In 1911 Horatio Barber, who was a founder member of the Royal Aero Club, was given £100 for a commercial flight. Not wanting to tarnish his amateur status, he presented the money to the club for the trophy.[2]

The first award was presented in 1913 to Captain C.A.H Longcroft of the Royal Flying Corps for a non-stop flight from Montrose to Farnborough in a Royal Aircraft Factory B.E.2a.[2] The trophy has not been awarded every year, particularly during the first and second world wars, and has been awarded jointly and to teams, as well as individuals.

In 1952 the Royal Aero Club presented plaques to all the surviving holders who previously only held the trophy for one year and were not given a permanent memento.[2]


Year Recipient Accomplishment Aircraft
1913 Cptn C.A.H. Longcroft, Royal Flying Corps Non-stop 445 miles, Montrose and Farnborough RAE B.E.2a
1914 Sqn Cdr J.W. Sedden, Royal Naval Air Service Non-stop flight of 325 miles, Isle of Grain to Plymouth Maurice Farman Seaplane
1915 - 1918 Not Awarded
1919 Cptn Sir John Alcock First trans-atlantic flight, (awarded posthumously) Vickers Vimy
1920 Lt H.J.L (Bert) Hinkler Non-stop flight of 650 miles, Croydon - Turin in 9 hr 35 minutes Avro Baby
1921 Not Awarded
1922 F. P. Raynham A soaring flight of 1hr 53 minutes from Firle
1923 Alan Cobham (later Sir Alan) A flying tour of the Middle east and North Africa covering 12,000 miles in 130 hours Airco DH.9C
1924 Wg Cdr Stanley Goble and Flt Lt Ivor McIntyre Circumnavigation of Australia Fairey III
1925 Alan Cobham London to Rangoon and return, 17,000 miles in 210 hours flight time de Havilland DH.50
1926 Sir Alan Cobham Empire route survey flight Rochester to Melbourne de Havilland DH.50J
1927 Lt R.R. Bentley London to Cape Town - 7,250 miles de Havilland DH.60 Moth
1928 Lt H.J.L (Bert) Hinkler First flight to Australia in a light aircraft. London to Darwin - 11,005 miles in 15 days Avro 581E Avian
1929 Hon.

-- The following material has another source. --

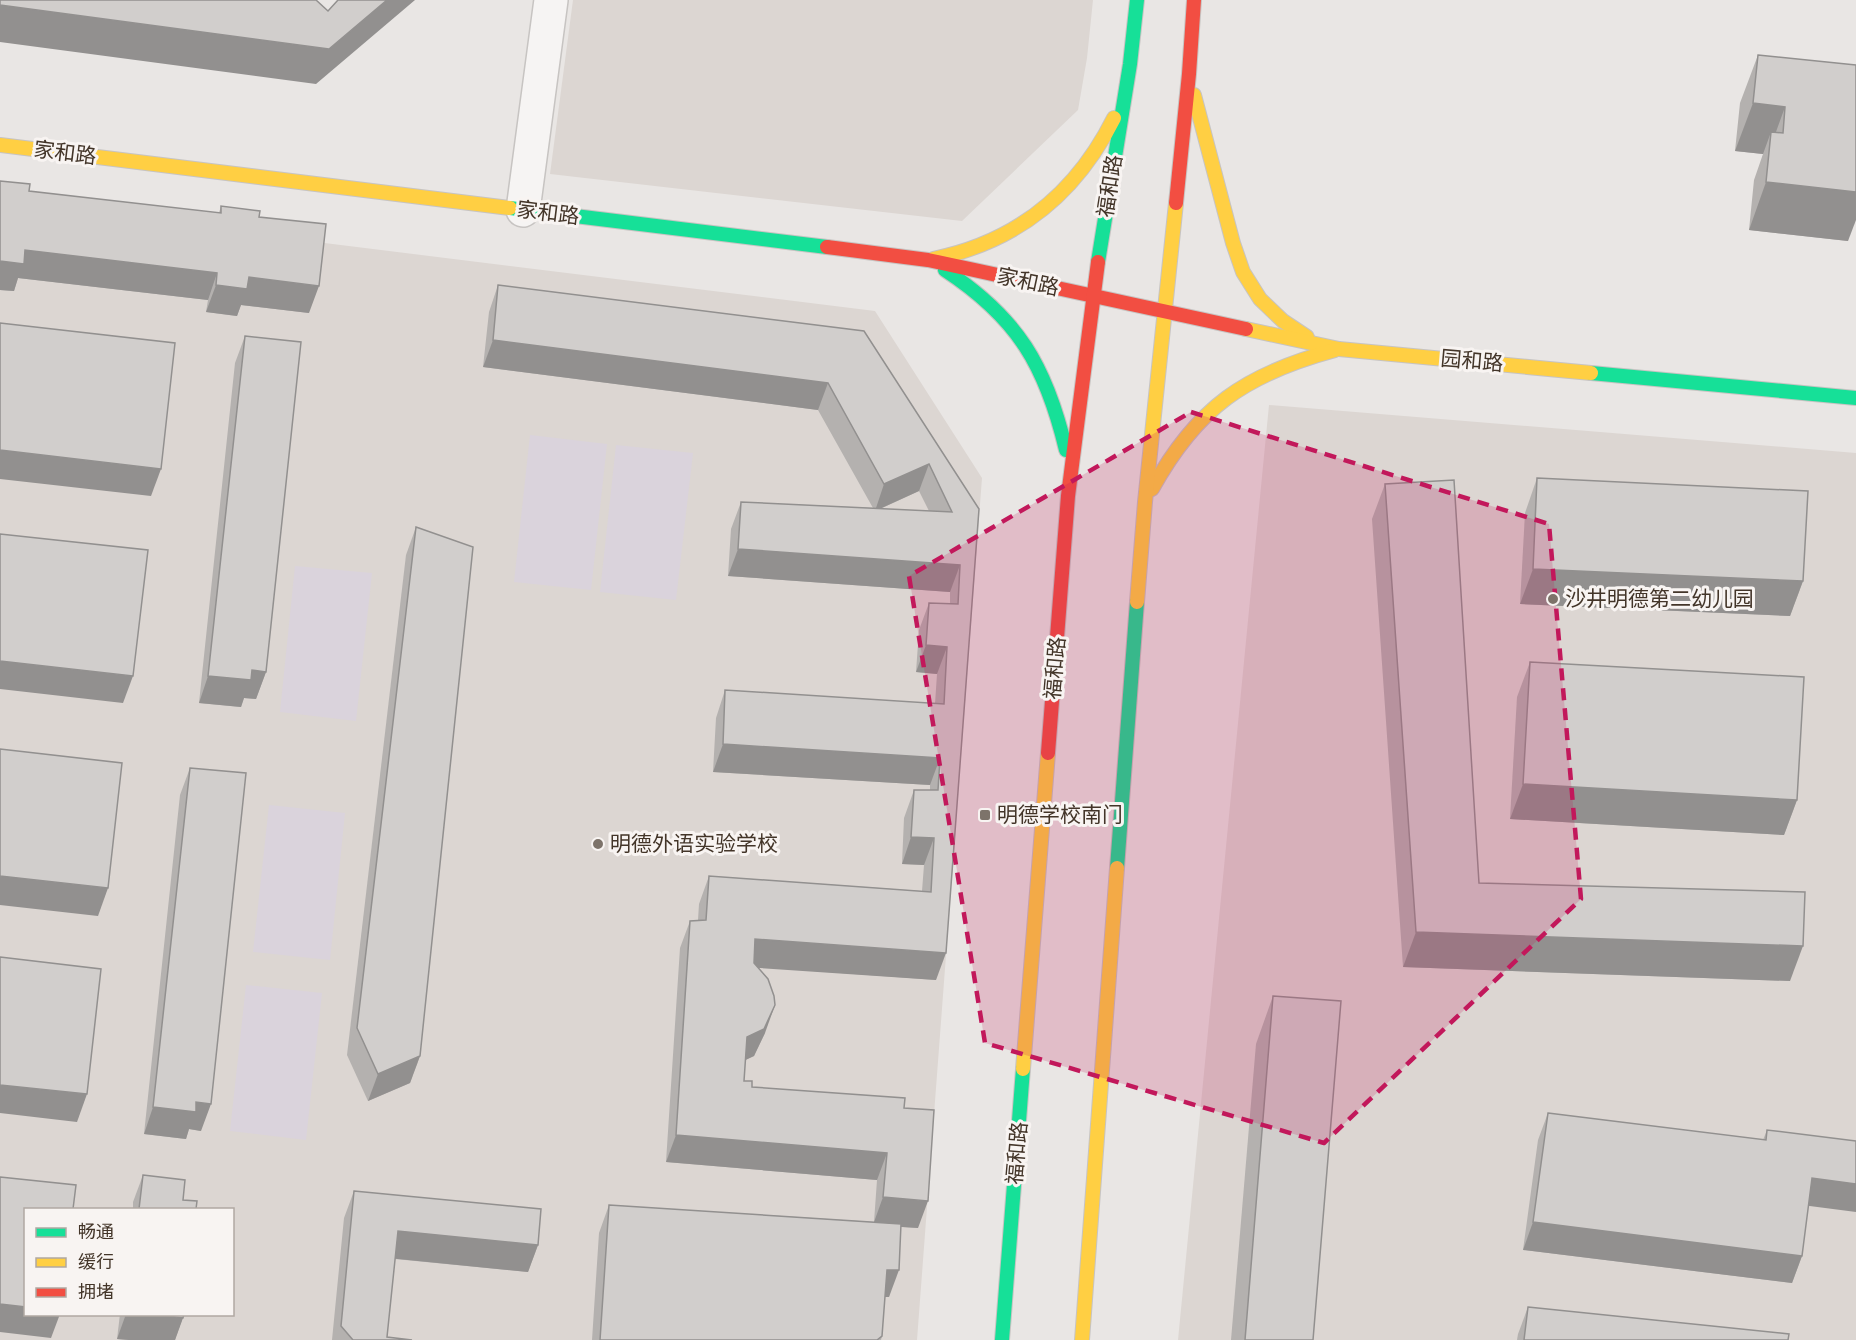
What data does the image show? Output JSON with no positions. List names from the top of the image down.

Dame Mary Bailey Return flight from Croydon to Cape Town, including a tour of South Africa - 18,000 miles de Havilland DH.60 Moth
1930 Sqn Ldr Charles Kingsford-Smith For two flights; a West bound trans-atlantic flight Dublin to Harbour Grace (Fokker) and Heston to Darwin (Avro) Fokker F.VIIb/3m and Avro 616 Avian IVA
1931 Lt H.J.L (Bert) Hinkler New York City to London via South America and the South Atlantic, 10,560 miles de Havilland DH.80A Puss Moth
1932 Capt. C.F. Uwins Setting the Class C world altitude record height for aeroplanes of 43,976 ft Vickers Vespa
1933 J.A. Mollison A flight from Lympne to Port Natal, Brazil of 4,600 miles de Havilland DH.80A Puss Moth
1934 C. W. A. Scott & T. Campbell Black For winning the speed section of the MacRobertson Air Race from Mildenhall to Melbourne de Havilland DH.88 Comet
1935 Jean Batten A flight from England to South America including the fastest solo South Atlantic crossing and, the first by a woman Percival Gull
1936 Jean Batten A flight from England to New Zealand, 14,000 miles Percival Gull
1937 Fg Off A.E. Clouston For two flights; the Istres (Marseilles) - Damascus - Paris race where he came fourth, and for a London - Cape Town flight of 45 hours with a return of 57½ hours de Havilland DH.88 Comet
1938 Sqn Ldr R. Kellett Record long distance flight from Ismailia to Darwin Vickers Wellesley
1939 Alex Henshaw Record return flight - London to Cape Town Percival Mew Gull
1940 - 1944 Not Awarded
1945 Grp Cpt H.J. Wilson World Speed Record of 606 mph (975 km/h) at Herne Bay Gloster Meteor IV
1946 Grp Cpt E.M. Donaldson World Speed Record of 606 mph (975 km/h) at Littlehampton Gloster Meteor IV
1947 Sqn Ldr H.B. Martin & Sqn Ldr E.B. Sismore London to Cape Town record in 21 hr 32 min at 279 mph (449 km/h) de Havilland Mosquito PR34 (a modified Mosquito with 1710 hp RR Merlin 113A engines for "dedicated photo-reconnaissance")
1948 Grp Cpt John Cunningham Class C Aeroplane height record at 59,445 ft (18,119 m) de Havilland Vampire (modified)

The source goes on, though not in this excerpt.